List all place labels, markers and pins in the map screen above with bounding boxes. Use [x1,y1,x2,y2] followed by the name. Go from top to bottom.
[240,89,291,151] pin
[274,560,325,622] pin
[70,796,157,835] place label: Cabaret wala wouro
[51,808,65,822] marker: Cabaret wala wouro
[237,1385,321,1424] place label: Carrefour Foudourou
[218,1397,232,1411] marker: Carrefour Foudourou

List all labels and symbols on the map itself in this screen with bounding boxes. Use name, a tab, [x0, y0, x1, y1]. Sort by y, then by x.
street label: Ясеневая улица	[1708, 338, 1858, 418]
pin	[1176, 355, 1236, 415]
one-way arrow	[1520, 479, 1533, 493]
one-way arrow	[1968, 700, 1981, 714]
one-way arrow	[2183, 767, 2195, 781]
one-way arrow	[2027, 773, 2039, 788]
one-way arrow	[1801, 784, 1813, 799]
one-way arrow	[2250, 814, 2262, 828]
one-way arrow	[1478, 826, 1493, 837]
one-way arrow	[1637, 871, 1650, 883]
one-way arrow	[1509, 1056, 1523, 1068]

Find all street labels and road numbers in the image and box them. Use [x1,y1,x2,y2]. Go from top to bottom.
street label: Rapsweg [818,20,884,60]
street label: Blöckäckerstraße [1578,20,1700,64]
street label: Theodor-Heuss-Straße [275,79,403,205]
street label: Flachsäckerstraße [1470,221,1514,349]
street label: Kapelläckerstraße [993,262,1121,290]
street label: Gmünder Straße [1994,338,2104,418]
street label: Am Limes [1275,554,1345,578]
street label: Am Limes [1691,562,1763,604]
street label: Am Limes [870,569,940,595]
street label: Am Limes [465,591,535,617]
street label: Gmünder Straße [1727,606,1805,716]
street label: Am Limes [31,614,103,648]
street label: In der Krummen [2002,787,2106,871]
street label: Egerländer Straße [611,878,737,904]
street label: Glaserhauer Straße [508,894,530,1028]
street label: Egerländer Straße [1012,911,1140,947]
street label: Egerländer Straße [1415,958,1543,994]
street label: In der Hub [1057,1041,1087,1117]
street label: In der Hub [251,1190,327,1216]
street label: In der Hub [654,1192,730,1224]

→ **TASK**: Please copy out the records exactly as they appear.

→ **RESPONSE AREA**:
List all place labels, markers and pins in the map screen above with bounding boxes. Use [x1,y1,x2,y2] followed by the name. Go from top to bottom.
[240,89,291,151] pin
[274,560,325,622] pin
[70,796,157,835] place label: Cabaret wala wouro
[51,808,65,822] marker: Cabaret wala wouro
[237,1385,321,1424] place label: Carrefour Foudourou
[218,1397,232,1411] marker: Carrefour Foudourou

List all labels and symbols on the map itself in this screen with bounding boxes. Use name, a tab, [x0, y0, x1, y1]. Sort by y, then by x.
street label: Ясеневая улица	[1708, 338, 1858, 418]
pin	[1176, 355, 1236, 415]
one-way arrow	[1520, 479, 1533, 493]
one-way arrow	[1968, 700, 1981, 714]
one-way arrow	[2183, 767, 2195, 781]
one-way arrow	[2027, 773, 2039, 788]
one-way arrow	[1801, 784, 1813, 799]
one-way arrow	[2250, 814, 2262, 828]
one-way arrow	[1478, 826, 1493, 837]
one-way arrow	[1637, 871, 1650, 883]
one-way arrow	[1509, 1056, 1523, 1068]

Find all street labels and road numbers in the image and box them. Use [x1,y1,x2,y2]. Go from top to bottom.
street label: Rapsweg [818,20,884,60]
street label: Blöckäckerstraße [1578,20,1700,64]
street label: Theodor-Heuss-Straße [275,79,403,205]
street label: Flachsäckerstraße [1470,221,1514,349]
street label: Kapelläckerstraße [993,262,1121,290]
street label: Gmünder Straße [1994,338,2104,418]
street label: Am Limes [1275,554,1345,578]
street label: Am Limes [1691,562,1763,604]
street label: Am Limes [870,569,940,595]
street label: Am Limes [465,591,535,617]
street label: Gmünder Straße [1727,606,1805,716]
street label: Am Limes [31,614,103,648]
street label: In der Krummen [2002,787,2106,871]
street label: Egerländer Straße [611,878,737,904]
street label: Glaserhauer Straße [508,894,530,1028]
street label: Egerländer Straße [1012,911,1140,947]
street label: Egerländer Straße [1415,958,1543,994]
street label: In der Hub [1057,1041,1087,1117]
street label: In der Hub [251,1190,327,1216]
street label: In der Hub [654,1192,730,1224]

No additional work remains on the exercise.